++++ SUPPLIED ENTRIES ++++
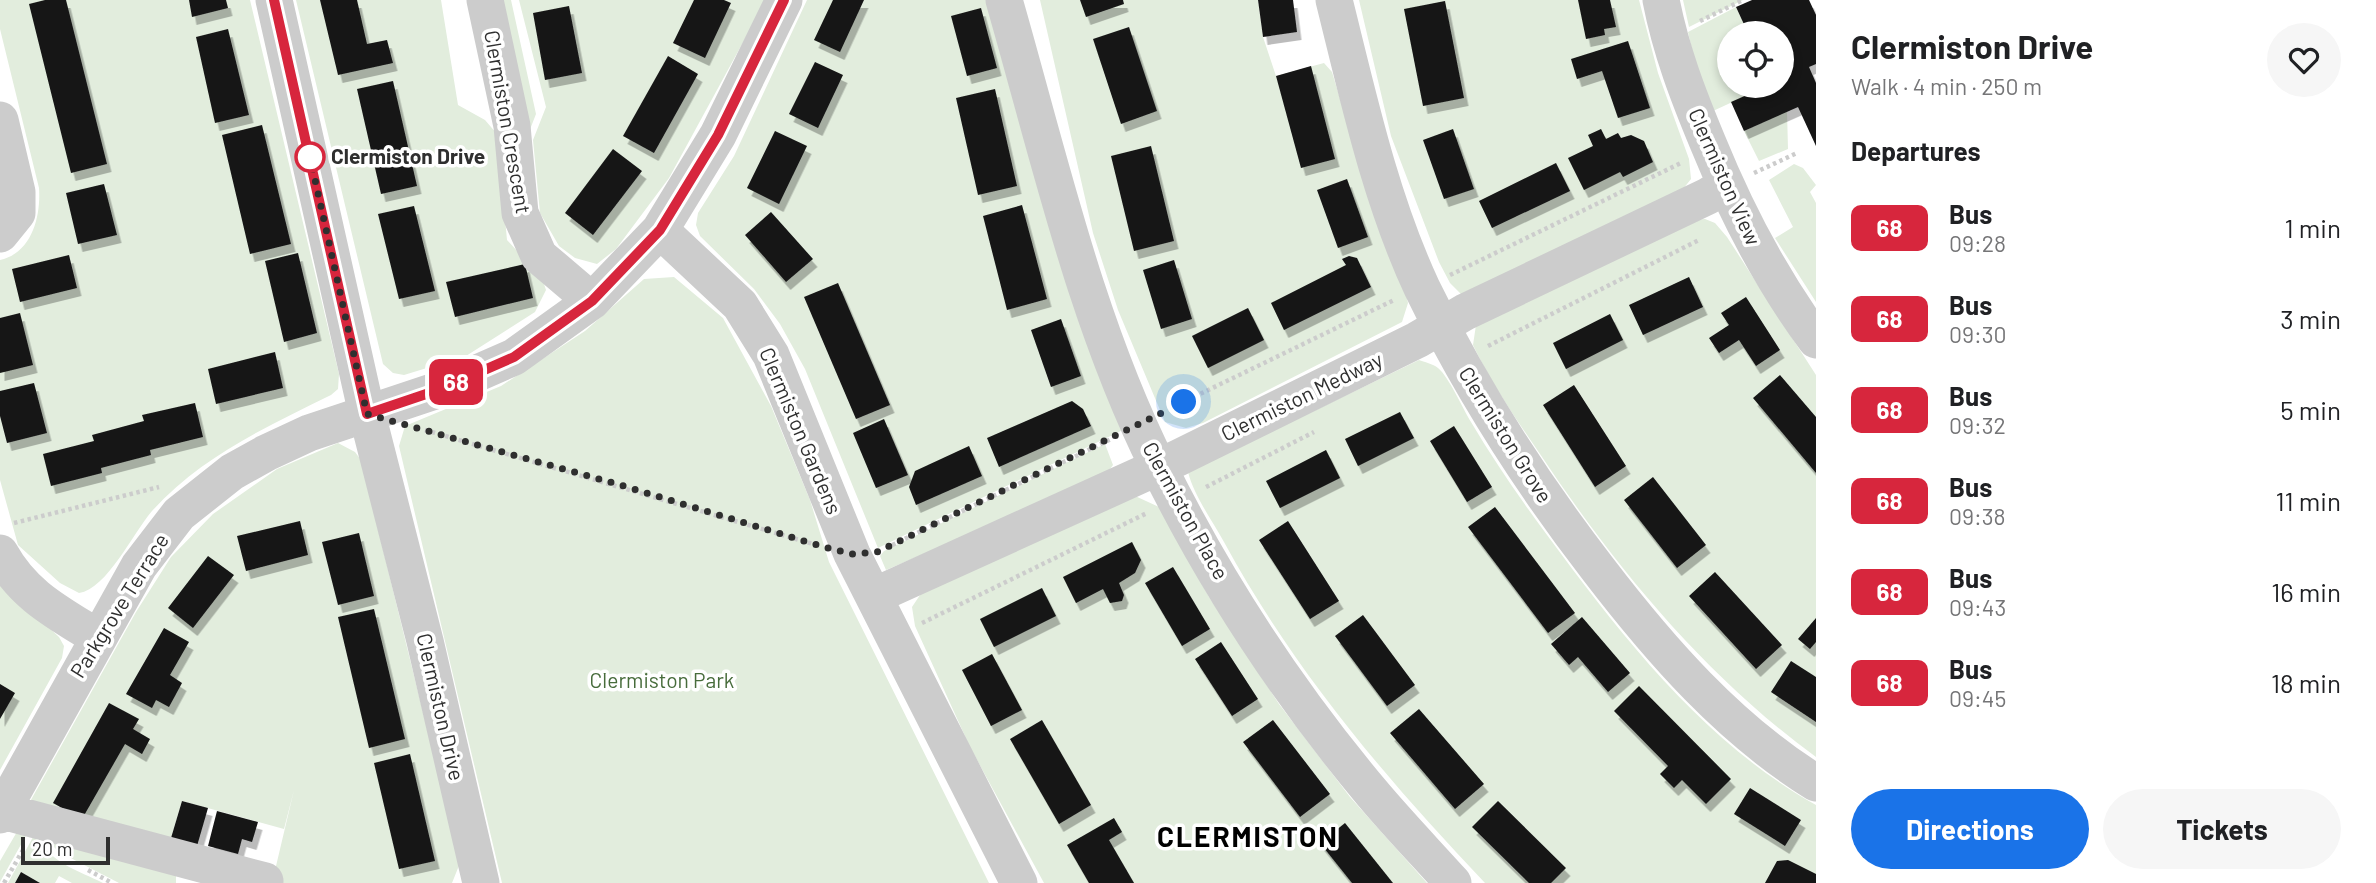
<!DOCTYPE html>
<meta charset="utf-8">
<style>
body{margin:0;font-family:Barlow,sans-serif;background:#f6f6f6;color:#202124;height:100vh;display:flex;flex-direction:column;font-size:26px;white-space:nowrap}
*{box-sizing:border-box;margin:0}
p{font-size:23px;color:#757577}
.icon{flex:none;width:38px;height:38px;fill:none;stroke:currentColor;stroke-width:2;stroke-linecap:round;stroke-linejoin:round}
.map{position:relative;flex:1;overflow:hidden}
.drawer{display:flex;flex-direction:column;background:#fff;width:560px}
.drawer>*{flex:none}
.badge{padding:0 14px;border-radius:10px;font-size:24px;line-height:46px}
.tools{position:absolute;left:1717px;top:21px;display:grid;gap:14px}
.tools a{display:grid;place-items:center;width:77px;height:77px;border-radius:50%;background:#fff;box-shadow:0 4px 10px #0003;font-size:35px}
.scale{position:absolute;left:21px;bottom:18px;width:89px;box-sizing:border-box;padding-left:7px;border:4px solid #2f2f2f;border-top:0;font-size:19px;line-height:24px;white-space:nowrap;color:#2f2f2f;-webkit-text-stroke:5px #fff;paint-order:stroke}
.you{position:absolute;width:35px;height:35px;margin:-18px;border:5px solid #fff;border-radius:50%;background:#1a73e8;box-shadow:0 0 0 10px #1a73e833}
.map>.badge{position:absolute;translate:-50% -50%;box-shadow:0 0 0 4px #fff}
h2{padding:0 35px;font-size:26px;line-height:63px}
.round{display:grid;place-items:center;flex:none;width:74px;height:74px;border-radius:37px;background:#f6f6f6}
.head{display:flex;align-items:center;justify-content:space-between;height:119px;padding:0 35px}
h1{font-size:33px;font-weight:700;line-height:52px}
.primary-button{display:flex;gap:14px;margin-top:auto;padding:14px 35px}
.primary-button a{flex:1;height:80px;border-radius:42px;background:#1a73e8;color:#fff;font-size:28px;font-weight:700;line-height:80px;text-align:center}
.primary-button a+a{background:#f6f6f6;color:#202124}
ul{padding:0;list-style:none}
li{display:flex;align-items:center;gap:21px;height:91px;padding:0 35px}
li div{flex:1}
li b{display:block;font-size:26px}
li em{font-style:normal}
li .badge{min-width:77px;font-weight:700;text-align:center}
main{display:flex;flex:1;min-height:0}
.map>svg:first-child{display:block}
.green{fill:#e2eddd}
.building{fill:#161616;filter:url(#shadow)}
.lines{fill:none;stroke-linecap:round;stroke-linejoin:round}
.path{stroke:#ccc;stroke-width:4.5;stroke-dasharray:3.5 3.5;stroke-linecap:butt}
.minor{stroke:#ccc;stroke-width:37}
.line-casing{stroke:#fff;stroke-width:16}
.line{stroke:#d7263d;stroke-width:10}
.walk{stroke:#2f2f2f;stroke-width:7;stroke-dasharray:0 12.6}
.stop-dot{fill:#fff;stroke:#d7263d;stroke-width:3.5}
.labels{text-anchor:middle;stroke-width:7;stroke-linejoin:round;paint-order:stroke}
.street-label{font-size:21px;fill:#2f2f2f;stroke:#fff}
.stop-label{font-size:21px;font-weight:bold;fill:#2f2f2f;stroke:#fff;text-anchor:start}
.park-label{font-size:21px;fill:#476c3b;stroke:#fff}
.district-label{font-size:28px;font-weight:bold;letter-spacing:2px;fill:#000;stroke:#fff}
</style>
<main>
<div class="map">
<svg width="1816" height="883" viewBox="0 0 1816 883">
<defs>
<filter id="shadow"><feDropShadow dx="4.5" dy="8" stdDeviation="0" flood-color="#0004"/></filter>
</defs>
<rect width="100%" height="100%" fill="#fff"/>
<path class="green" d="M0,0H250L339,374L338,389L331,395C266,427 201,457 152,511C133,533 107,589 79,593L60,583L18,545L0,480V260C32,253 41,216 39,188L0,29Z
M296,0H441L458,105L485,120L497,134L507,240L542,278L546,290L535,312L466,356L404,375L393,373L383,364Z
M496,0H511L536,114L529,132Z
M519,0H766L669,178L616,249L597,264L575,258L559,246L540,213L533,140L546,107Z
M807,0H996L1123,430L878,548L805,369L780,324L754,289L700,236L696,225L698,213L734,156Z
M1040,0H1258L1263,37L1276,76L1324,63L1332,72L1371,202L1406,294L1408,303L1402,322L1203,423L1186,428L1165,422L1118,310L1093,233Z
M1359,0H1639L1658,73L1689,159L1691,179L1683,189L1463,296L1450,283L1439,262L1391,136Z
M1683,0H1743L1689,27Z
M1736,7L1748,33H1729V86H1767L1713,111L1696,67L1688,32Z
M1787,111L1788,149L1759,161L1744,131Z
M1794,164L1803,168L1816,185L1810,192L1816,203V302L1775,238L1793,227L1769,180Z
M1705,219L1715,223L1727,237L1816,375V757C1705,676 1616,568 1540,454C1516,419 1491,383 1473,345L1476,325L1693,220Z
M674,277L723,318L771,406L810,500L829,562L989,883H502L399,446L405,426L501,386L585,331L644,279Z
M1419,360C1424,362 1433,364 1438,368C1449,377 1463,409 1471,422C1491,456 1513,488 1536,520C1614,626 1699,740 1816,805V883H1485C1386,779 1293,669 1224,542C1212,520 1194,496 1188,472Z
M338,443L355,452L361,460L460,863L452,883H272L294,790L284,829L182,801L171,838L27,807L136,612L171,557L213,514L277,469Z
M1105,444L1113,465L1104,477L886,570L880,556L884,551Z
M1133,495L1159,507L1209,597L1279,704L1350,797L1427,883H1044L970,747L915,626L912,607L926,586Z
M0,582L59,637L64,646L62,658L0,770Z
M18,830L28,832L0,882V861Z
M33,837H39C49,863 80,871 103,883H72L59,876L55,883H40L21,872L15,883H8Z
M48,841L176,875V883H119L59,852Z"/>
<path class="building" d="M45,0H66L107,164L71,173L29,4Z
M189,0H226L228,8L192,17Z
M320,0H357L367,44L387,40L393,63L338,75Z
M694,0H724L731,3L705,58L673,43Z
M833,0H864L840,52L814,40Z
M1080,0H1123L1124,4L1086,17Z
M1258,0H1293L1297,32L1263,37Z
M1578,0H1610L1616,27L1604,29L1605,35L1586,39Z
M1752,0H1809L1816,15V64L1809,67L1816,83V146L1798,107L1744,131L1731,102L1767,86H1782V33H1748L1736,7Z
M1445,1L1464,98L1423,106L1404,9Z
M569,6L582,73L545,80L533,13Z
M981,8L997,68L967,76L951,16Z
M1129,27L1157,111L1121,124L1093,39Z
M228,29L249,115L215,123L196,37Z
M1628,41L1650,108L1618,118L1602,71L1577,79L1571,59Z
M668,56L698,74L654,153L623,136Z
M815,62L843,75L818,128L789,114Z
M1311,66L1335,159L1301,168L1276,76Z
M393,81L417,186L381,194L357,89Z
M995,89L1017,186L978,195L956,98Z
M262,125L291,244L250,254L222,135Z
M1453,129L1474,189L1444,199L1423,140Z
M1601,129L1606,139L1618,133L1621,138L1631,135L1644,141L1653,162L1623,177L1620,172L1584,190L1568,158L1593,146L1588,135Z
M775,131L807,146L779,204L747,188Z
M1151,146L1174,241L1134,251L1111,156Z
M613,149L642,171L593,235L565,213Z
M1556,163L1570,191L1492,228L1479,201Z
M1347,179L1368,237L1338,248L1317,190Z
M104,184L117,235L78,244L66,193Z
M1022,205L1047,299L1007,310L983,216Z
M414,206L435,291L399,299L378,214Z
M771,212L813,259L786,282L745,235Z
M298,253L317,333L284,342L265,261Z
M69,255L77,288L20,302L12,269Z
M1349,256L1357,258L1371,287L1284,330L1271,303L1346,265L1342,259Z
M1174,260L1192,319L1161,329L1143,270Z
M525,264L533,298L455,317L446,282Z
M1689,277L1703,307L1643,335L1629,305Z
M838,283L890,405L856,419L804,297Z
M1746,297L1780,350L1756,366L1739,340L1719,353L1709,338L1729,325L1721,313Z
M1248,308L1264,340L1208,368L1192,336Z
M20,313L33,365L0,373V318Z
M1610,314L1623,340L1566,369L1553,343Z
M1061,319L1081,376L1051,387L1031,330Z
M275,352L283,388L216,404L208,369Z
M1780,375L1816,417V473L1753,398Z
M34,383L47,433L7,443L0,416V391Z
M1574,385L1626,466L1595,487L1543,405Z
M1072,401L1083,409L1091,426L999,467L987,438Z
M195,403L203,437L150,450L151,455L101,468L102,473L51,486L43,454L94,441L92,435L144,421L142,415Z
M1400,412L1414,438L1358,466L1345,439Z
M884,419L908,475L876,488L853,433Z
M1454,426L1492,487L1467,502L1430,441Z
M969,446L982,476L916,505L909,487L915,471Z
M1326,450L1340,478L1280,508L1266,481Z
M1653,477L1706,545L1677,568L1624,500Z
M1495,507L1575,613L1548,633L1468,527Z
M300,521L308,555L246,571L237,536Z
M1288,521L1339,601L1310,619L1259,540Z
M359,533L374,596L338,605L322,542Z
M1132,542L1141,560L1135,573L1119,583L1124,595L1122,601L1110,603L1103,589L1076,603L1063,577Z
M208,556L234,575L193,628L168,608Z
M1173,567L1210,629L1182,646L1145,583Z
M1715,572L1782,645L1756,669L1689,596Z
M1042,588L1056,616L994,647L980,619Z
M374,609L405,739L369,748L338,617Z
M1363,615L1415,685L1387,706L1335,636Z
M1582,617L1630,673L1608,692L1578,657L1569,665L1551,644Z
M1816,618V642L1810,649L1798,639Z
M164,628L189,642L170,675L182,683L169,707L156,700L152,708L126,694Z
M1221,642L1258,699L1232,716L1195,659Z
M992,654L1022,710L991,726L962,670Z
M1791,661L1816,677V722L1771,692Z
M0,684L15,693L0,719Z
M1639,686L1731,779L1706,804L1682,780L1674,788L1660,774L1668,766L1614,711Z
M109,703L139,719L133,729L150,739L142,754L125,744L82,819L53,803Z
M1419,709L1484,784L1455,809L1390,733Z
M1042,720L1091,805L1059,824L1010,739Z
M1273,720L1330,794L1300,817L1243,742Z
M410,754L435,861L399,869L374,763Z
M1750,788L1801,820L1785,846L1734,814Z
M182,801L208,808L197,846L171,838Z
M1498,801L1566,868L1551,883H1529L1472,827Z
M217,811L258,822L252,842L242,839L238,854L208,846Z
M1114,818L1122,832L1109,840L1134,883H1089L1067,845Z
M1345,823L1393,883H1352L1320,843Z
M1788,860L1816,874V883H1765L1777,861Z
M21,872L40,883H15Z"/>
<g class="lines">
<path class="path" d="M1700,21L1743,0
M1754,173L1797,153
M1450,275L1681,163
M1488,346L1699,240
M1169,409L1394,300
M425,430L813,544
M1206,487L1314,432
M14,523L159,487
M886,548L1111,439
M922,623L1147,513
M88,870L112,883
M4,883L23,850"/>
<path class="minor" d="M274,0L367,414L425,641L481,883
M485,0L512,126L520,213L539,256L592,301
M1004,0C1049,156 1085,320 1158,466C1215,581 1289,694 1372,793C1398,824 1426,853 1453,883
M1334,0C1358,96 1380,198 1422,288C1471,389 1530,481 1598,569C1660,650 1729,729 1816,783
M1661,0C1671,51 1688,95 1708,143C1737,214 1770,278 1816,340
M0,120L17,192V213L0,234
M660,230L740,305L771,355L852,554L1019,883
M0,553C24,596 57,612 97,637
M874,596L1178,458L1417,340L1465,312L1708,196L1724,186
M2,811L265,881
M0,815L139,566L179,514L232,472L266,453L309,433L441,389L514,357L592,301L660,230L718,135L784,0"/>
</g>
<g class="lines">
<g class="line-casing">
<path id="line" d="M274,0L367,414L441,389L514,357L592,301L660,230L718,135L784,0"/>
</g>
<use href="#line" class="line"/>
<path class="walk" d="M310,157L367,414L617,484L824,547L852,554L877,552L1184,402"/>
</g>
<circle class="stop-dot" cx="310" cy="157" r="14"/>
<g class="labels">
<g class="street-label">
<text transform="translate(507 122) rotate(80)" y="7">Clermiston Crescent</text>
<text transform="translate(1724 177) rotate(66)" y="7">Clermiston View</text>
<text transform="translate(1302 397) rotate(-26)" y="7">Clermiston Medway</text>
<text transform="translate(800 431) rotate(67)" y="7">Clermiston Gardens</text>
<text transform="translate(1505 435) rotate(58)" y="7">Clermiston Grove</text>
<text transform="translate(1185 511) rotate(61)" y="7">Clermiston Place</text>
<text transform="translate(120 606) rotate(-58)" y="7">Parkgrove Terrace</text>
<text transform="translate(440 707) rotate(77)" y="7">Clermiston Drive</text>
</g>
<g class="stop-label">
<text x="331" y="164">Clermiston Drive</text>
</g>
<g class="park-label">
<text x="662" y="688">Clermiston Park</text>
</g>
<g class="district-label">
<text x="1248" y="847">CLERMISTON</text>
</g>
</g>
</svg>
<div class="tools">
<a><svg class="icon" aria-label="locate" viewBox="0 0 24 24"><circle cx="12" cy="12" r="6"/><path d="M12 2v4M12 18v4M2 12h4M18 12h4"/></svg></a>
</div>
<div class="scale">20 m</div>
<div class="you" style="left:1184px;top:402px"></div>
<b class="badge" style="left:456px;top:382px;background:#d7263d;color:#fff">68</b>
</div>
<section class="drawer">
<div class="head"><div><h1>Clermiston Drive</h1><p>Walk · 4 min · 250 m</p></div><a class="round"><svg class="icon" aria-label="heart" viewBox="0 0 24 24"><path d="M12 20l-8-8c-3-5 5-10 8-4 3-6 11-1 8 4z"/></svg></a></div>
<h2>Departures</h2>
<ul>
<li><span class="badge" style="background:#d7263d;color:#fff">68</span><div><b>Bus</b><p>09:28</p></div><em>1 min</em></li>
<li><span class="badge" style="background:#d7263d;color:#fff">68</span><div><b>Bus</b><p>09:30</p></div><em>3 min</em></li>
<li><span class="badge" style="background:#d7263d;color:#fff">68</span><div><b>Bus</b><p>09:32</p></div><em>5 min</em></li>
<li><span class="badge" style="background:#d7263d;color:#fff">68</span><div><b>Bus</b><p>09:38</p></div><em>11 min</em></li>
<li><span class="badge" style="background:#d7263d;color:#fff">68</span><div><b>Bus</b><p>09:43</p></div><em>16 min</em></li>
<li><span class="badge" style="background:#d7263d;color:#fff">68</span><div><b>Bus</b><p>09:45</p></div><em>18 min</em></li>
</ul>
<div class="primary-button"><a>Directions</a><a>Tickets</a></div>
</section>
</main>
++++
* **TASK TO COMPLETE**: Within the material above, transcribe exactly the lines that run from the line holding "M34,383L47,433L7,443L0,416V391Z" through the line holding "M1334,0C1358,96 1380,198 1422,288C1471,389".

* **SOLVED EXERCISE**:
M34,383L47,433L7,443L0,416V391Z
M1574,385L1626,466L1595,487L1543,405Z
M1072,401L1083,409L1091,426L999,467L987,438Z
M195,403L203,437L150,450L151,455L101,468L102,473L51,486L43,454L94,441L92,435L144,421L142,415Z
M1400,412L1414,438L1358,466L1345,439Z
M884,419L908,475L876,488L853,433Z
M1454,426L1492,487L1467,502L1430,441Z
M969,446L982,476L916,505L909,487L915,471Z
M1326,450L1340,478L1280,508L1266,481Z
M1653,477L1706,545L1677,568L1624,500Z
M1495,507L1575,613L1548,633L1468,527Z
M300,521L308,555L246,571L237,536Z
M1288,521L1339,601L1310,619L1259,540Z
M359,533L374,596L338,605L322,542Z
M1132,542L1141,560L1135,573L1119,583L1124,595L1122,601L1110,603L1103,589L1076,603L1063,577Z
M208,556L234,575L193,628L168,608Z
M1173,567L1210,629L1182,646L1145,583Z
M1715,572L1782,645L1756,669L1689,596Z
M1042,588L1056,616L994,647L980,619Z
M374,609L405,739L369,748L338,617Z
M1363,615L1415,685L1387,706L1335,636Z
M1582,617L1630,673L1608,692L1578,657L1569,665L1551,644Z
M1816,618V642L1810,649L1798,639Z
M164,628L189,642L170,675L182,683L169,707L156,700L152,708L126,694Z
M1221,642L1258,699L1232,716L1195,659Z
M992,654L1022,710L991,726L962,670Z
M1791,661L1816,677V722L1771,692Z
M0,684L15,693L0,719Z
M1639,686L1731,779L1706,804L1682,780L1674,788L1660,774L1668,766L1614,711Z
M109,703L139,719L133,729L150,739L142,754L125,744L82,819L53,803Z
M1419,709L1484,784L1455,809L1390,733Z
M1042,720L1091,805L1059,824L1010,739Z
M1273,720L1330,794L1300,817L1243,742Z
M410,754L435,861L399,869L374,763Z
M1750,788L1801,820L1785,846L1734,814Z
M182,801L208,808L197,846L171,838Z
M1498,801L1566,868L1551,883H1529L1472,827Z
M217,811L258,822L252,842L242,839L238,854L208,846Z
M1114,818L1122,832L1109,840L1134,883H1089L1067,845Z
M1345,823L1393,883H1352L1320,843Z
M1788,860L1816,874V883H1765L1777,861Z
M21,872L40,883H15Z"/>
<g class="lines">
<path class="path" d="M1700,21L1743,0
M1754,173L1797,153
M1450,275L1681,163
M1488,346L1699,240
M1169,409L1394,300
M425,430L813,544
M1206,487L1314,432
M14,523L159,487
M886,548L1111,439
M922,623L1147,513
M88,870L112,883
M4,883L23,850"/>
<path class="minor" d="M274,0L367,414L425,641L481,883
M485,0L512,126L520,213L539,256L592,301
M1004,0C1049,156 1085,320 1158,466C1215,581 1289,694 1372,793C1398,824 1426,853 1453,883
M1334,0C1358,96 1380,198 1422,288C1471,389 1530,481 1598,569C1660,650 1729,729 1816,783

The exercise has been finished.